Deep neural networks lack interpretability and tend to be overconfident, which poses a serious problem in safety-critical applications like autonomous driving, medical imaging, or machine vision tasks with high demands on reliability. Quantifying the predictive uncertainty is a promising endeavour to open up the use of deep neural networks for such applications. Unfortunately, current available methods are computationally expensive. In this work, we present a novel approach for efficient and reliable uncertainty estimation which we call Deep Uncertainty Distillation using Ensembles for Segmentation (DUDES). DUDES applies student-teacher distillation with a Deep Ensemble to accurately approximate predictive uncertainties with a single forward pass while maintaining simplicity and adaptability. Experimentally, DUDES accurately captures predictive uncertainties without sacrificing performance on the segmentation task and indicates impressive capabilities of identifying wrongly classified pixels and out-of-domain samples on the Cityscapes dataset. With DUDES, we manage to simultaneously simplify and outperform previous work on Deep Ensemble-based Uncertainty Distillation.
Paper Structure (15 sections, 4 equations, 5 figures, 4 tables)
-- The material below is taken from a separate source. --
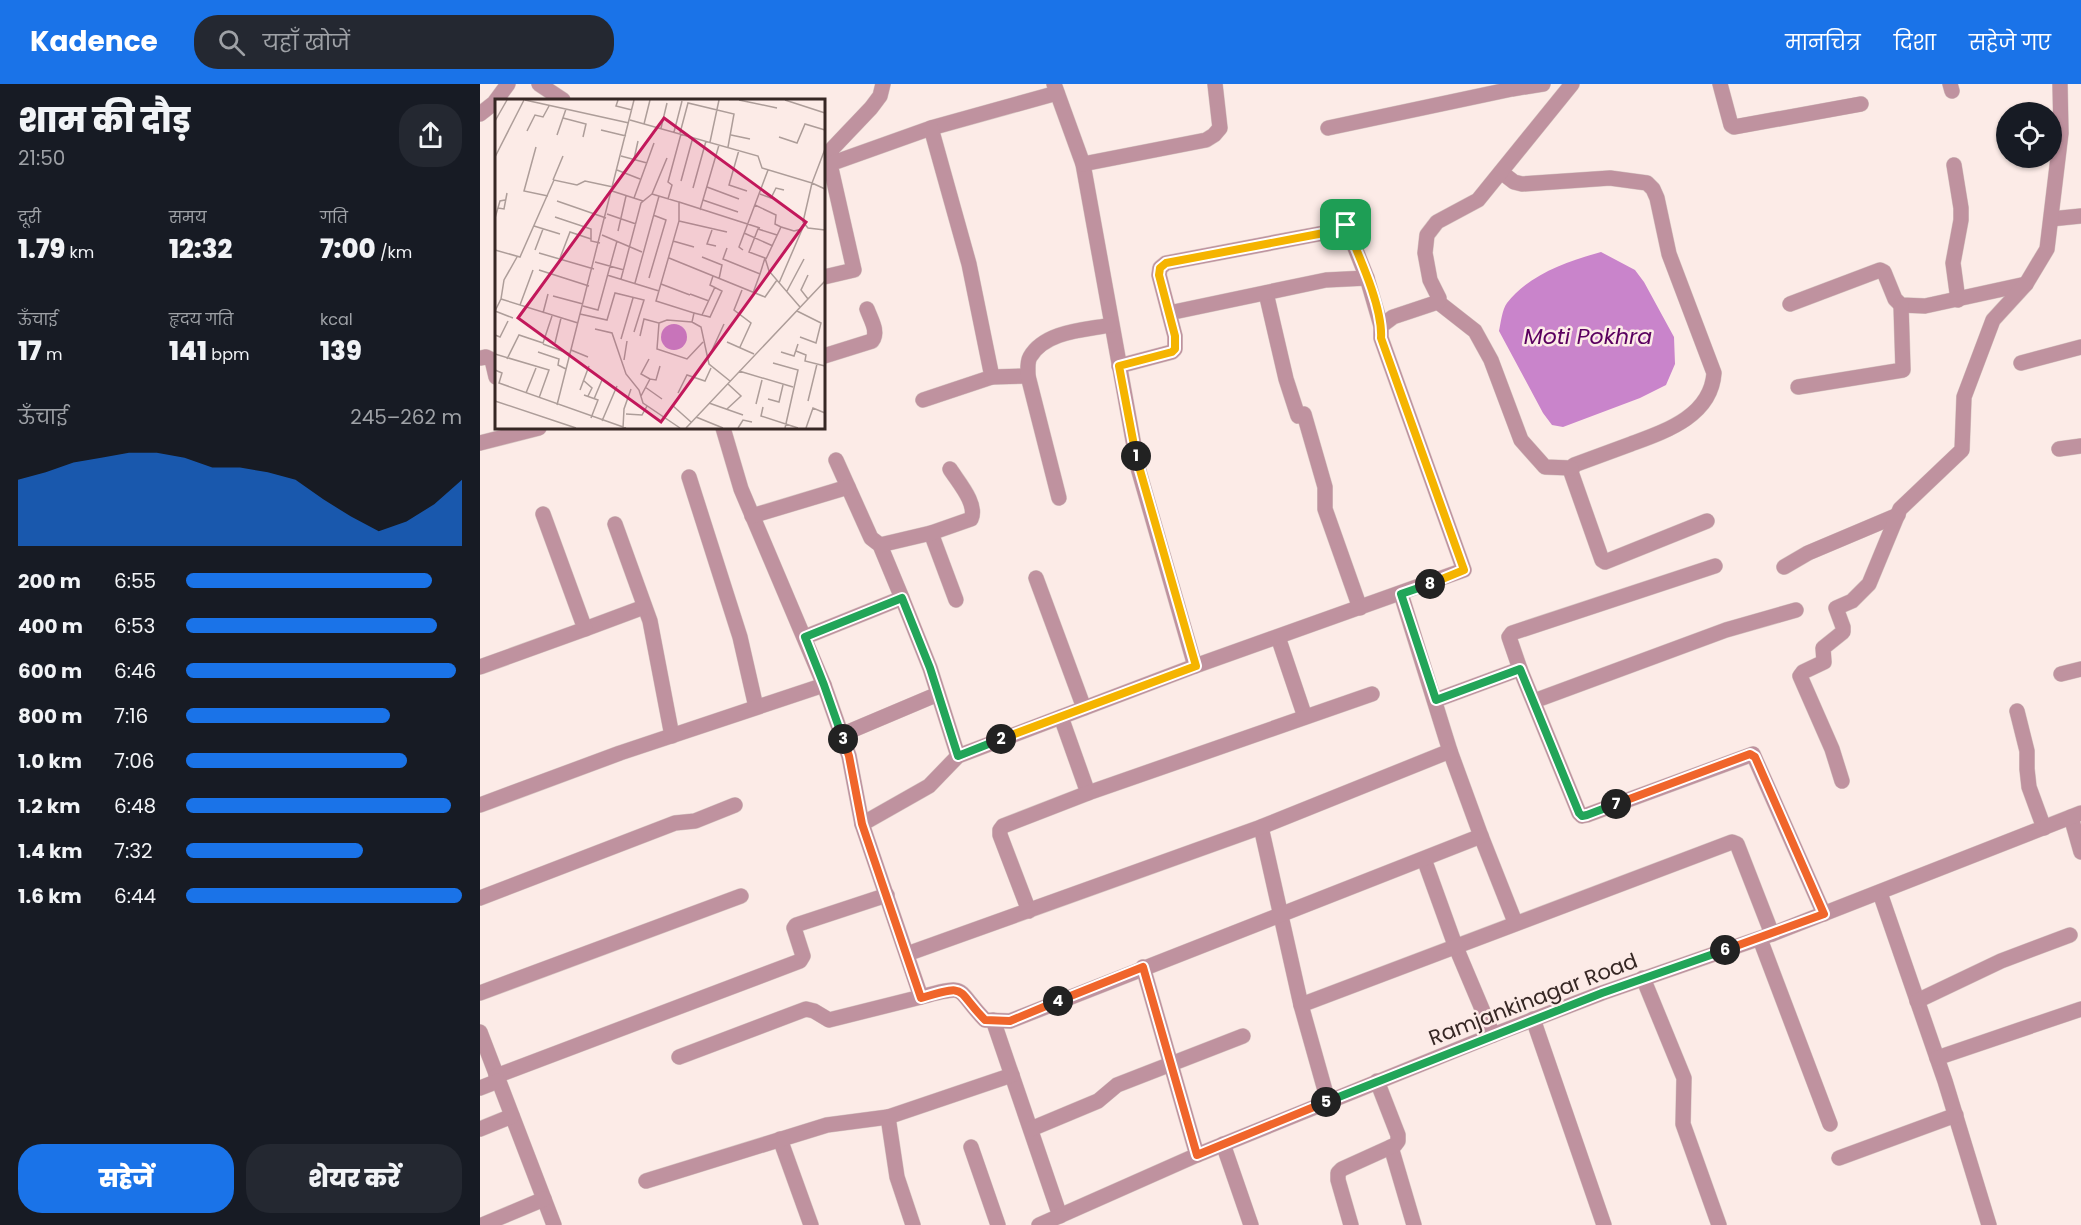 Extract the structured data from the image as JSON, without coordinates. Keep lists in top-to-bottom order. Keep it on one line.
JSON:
{"streets":{"street":["Ramjankinagar Road"]},"water":["Moti Pokhra"],"page":{"header":"Kadence","search":"यहाँ खोजें","nav":["मानचित्र","दिशा","सहेजे गए"],"heading":["शाम की दौड़","21:50"],"stats":[["दूरी","1.79 km"],["समय","12:32"],["गति","7:00 /km"],["ऊँचाई","17 m"],["हृदय गति","141 bpm"],["kcal","139"]],"chart":["ऊँचाई","245–262 m"],"pins":["1","8","2","3","7","6","4","5"],"list":[{"name":"200 m","note":"6:55"},{"name":"400 m","note":"6:53"},{"name":"600 m","note":"6:46"},{"name":"800 m","note":"7:16"},{"name":"1.0 km","note":"7:06"},{"name":"1.2 km","note":"6:48"},{"name":"1.4 km","note":"7:32"},{"name":"1.6 km","note":"6:44"}],"buttons":["सहेजें","शेयर करें"]}}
This paper contains 15 sections, 4 equations, 5 figures, 4 tables.

Figures (5)

  • Figure 1: dudes applies student-teacher distillation with a Deep Ensemble (DE) to accurately approximate predictive uncertainties with a single forward pass while maintaining simplicity and adaptability.
  • Figure 2: A schematic overview of the training process of dudes. dudes is an easy-to-adapt framework for efficiently estimating predictive uncertainty through student-teacher distillation. The student model simultaneously outputs a segmentation prediction alongside a corresponding uncertainty prediction. Training the student involves a regular segmentation loss with the ground truth labels and an additional uncertainty loss. As ground truth uncertainties, we compute the predictive uncertainty of a de, thereby acting as the teacher.
  • Figure 3: Example images from the Cityscapes validation set (a) with corresponding ground truth labels (b), our student's segmentation predictions (c), a binary accuracy map (d), and the student's uncertainty prediction (e). White pixels in the binary accuracy map are either incorrect predictions or void classes, which appear black in the ground truth label. For the uncertainty prediction, brighter pixels represent higher predictive uncertainties.
  • Figure 4: Comparison between the student's and the teacher's mean Intersection over Union (mIoU). We progressively ignore an increasing percentage of pixels in the segmentation prediction and simultaneously re-evaluated the mIoU. The pixels are sorted based on their predictive uncertainty in descending order, thus removing the most uncertain segmentation predictions first.
  • Figure 5: Ablation study on the impact of the number of ensemble members on the mean Intersection over Union (mIoU) and mean Uncertainty (mUnc).